- _TASK GOAL_
Check every line of the data and copy the ones where "roads" appears.

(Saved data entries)
=-=-=-=-=

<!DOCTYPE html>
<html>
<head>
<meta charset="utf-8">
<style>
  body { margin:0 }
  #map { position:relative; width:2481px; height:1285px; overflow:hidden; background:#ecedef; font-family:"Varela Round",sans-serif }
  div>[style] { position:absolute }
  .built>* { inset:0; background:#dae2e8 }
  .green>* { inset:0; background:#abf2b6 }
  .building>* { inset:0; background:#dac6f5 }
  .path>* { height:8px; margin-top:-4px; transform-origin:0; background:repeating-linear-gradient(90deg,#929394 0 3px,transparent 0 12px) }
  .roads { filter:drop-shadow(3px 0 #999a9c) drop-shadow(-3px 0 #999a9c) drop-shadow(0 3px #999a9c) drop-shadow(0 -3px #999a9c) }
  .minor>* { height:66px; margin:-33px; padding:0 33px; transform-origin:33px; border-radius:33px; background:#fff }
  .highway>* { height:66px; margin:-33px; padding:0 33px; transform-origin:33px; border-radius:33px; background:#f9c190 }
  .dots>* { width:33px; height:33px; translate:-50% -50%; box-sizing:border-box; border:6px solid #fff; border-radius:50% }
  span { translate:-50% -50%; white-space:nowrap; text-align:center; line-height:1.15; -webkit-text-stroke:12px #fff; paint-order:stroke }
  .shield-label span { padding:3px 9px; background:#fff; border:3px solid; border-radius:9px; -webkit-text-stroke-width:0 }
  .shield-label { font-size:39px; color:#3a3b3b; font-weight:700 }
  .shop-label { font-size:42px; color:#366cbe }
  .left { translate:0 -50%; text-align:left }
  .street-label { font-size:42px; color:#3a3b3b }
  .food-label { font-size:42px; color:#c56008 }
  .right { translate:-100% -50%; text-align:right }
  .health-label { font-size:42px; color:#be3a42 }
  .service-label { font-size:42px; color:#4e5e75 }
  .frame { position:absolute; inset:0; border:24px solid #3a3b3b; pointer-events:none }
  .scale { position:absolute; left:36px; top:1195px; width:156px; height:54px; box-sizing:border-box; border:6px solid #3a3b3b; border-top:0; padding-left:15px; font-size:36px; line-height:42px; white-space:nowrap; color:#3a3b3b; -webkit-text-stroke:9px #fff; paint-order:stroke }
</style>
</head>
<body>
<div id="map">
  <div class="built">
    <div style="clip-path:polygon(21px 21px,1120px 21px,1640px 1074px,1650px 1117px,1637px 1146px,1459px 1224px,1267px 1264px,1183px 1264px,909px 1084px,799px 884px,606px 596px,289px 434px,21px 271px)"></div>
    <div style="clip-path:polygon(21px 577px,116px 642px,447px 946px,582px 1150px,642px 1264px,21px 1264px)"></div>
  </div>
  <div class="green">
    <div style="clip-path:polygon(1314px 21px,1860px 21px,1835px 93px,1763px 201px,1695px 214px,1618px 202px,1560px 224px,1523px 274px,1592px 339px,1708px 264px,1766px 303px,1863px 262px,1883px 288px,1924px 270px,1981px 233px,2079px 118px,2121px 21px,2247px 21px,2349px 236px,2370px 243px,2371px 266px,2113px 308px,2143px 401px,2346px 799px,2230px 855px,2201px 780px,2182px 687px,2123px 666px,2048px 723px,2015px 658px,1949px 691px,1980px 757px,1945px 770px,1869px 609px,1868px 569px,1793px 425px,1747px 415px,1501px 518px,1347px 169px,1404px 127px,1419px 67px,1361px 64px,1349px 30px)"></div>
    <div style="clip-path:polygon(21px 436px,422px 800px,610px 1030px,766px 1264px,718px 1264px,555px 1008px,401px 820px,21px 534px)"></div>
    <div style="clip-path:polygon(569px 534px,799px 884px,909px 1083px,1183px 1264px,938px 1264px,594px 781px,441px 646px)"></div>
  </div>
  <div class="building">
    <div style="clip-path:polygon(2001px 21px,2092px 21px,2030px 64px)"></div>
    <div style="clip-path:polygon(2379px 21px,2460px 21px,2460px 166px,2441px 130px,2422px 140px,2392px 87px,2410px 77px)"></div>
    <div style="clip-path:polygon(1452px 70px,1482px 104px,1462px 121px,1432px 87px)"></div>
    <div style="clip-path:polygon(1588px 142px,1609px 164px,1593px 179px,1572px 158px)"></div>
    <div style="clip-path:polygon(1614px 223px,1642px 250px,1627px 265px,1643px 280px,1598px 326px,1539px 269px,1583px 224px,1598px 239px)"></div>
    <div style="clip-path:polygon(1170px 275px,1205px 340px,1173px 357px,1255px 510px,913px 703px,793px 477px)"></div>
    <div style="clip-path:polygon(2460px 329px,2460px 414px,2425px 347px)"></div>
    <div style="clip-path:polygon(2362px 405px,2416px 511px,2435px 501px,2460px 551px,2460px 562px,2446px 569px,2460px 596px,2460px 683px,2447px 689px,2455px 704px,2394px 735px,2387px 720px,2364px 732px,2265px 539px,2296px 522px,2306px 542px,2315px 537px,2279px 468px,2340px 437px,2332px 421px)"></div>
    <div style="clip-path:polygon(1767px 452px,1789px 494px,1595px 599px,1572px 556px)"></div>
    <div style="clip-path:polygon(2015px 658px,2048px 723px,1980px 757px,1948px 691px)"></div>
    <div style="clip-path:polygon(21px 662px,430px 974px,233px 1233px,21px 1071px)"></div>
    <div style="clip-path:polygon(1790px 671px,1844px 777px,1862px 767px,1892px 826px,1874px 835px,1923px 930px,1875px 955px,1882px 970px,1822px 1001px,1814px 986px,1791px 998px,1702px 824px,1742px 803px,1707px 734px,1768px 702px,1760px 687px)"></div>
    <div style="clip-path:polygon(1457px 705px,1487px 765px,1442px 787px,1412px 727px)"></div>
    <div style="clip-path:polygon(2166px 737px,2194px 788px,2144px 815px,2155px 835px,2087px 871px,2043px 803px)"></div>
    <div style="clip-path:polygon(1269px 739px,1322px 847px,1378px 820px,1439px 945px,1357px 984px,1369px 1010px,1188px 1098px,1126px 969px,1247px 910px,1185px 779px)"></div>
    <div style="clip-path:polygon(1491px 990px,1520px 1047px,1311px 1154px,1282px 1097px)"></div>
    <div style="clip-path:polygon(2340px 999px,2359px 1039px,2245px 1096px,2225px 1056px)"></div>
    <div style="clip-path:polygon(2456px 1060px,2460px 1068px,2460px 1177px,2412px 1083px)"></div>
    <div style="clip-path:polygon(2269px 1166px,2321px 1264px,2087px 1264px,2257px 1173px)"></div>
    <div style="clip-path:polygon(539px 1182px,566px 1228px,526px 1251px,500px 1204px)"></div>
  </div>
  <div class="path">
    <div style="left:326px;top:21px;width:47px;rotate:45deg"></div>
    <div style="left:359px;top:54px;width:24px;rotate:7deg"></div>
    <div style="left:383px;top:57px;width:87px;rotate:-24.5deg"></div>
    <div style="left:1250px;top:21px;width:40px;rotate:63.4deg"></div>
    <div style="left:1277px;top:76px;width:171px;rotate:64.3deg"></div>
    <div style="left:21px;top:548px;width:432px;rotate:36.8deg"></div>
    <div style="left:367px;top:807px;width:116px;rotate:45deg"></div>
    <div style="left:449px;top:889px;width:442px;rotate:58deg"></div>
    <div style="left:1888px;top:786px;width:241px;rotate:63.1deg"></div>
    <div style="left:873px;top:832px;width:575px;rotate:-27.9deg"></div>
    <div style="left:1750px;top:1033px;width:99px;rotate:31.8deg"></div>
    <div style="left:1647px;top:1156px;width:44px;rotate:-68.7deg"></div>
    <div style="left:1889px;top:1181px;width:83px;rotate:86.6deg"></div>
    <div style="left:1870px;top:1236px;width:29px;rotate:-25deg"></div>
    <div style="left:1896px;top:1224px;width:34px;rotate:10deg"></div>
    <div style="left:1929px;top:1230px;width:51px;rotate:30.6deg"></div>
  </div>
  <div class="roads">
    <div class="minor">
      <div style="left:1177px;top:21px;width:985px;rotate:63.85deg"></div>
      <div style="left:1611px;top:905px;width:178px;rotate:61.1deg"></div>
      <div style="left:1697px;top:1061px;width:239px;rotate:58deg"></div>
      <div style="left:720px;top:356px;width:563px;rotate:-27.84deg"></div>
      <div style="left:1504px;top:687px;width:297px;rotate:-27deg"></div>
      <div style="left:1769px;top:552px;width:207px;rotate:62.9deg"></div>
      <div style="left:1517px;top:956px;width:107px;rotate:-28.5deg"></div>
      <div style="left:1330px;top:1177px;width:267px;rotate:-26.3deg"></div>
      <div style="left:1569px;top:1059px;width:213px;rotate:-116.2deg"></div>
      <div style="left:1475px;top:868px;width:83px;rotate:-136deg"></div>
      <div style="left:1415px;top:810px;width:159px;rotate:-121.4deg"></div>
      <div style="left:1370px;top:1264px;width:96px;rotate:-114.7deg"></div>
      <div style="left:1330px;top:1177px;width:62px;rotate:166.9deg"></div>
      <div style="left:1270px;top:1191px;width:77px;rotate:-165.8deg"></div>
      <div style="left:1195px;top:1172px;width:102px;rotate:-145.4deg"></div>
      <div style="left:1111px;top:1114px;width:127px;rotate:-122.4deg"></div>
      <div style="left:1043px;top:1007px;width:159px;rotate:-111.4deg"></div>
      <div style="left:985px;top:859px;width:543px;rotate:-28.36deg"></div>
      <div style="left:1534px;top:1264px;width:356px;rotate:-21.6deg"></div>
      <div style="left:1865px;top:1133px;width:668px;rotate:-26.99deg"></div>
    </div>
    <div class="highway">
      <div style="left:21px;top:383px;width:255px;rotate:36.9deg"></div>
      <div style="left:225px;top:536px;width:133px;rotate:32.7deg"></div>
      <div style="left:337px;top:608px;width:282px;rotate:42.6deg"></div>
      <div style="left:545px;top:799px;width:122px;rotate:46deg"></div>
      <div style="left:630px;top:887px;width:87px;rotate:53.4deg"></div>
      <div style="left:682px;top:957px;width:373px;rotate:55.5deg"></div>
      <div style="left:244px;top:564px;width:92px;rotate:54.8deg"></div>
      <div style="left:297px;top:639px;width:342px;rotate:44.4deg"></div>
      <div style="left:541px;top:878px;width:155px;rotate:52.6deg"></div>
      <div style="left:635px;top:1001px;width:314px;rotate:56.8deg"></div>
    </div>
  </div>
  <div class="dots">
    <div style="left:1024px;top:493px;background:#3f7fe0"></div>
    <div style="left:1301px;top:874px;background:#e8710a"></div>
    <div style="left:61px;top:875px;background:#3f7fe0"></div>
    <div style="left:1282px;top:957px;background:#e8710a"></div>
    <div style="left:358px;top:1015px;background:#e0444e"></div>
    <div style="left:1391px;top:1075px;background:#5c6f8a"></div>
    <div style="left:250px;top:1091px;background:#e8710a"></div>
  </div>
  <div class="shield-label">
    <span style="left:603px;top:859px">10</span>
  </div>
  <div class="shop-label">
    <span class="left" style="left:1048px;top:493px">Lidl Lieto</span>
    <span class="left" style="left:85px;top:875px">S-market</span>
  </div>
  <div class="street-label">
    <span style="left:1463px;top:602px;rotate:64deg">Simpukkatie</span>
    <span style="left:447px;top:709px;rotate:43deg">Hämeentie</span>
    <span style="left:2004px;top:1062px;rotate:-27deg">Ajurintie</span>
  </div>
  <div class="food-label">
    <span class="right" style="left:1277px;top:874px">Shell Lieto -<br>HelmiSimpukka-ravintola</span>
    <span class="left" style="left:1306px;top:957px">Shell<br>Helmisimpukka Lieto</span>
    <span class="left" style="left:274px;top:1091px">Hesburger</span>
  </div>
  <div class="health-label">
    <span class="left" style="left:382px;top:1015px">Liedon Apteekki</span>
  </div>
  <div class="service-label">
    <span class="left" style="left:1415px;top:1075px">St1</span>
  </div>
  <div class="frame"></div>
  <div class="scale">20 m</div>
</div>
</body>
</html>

=-=-=-=-=

- _RESULT_
  .roads { filter:drop-shadow(3px 0 #999a9c) drop-shadow(-3px 0 #999a9c) drop-shadow(0 3px #999a9c) drop-shadow(0 -3px #999a9c) }
  <div class="roads">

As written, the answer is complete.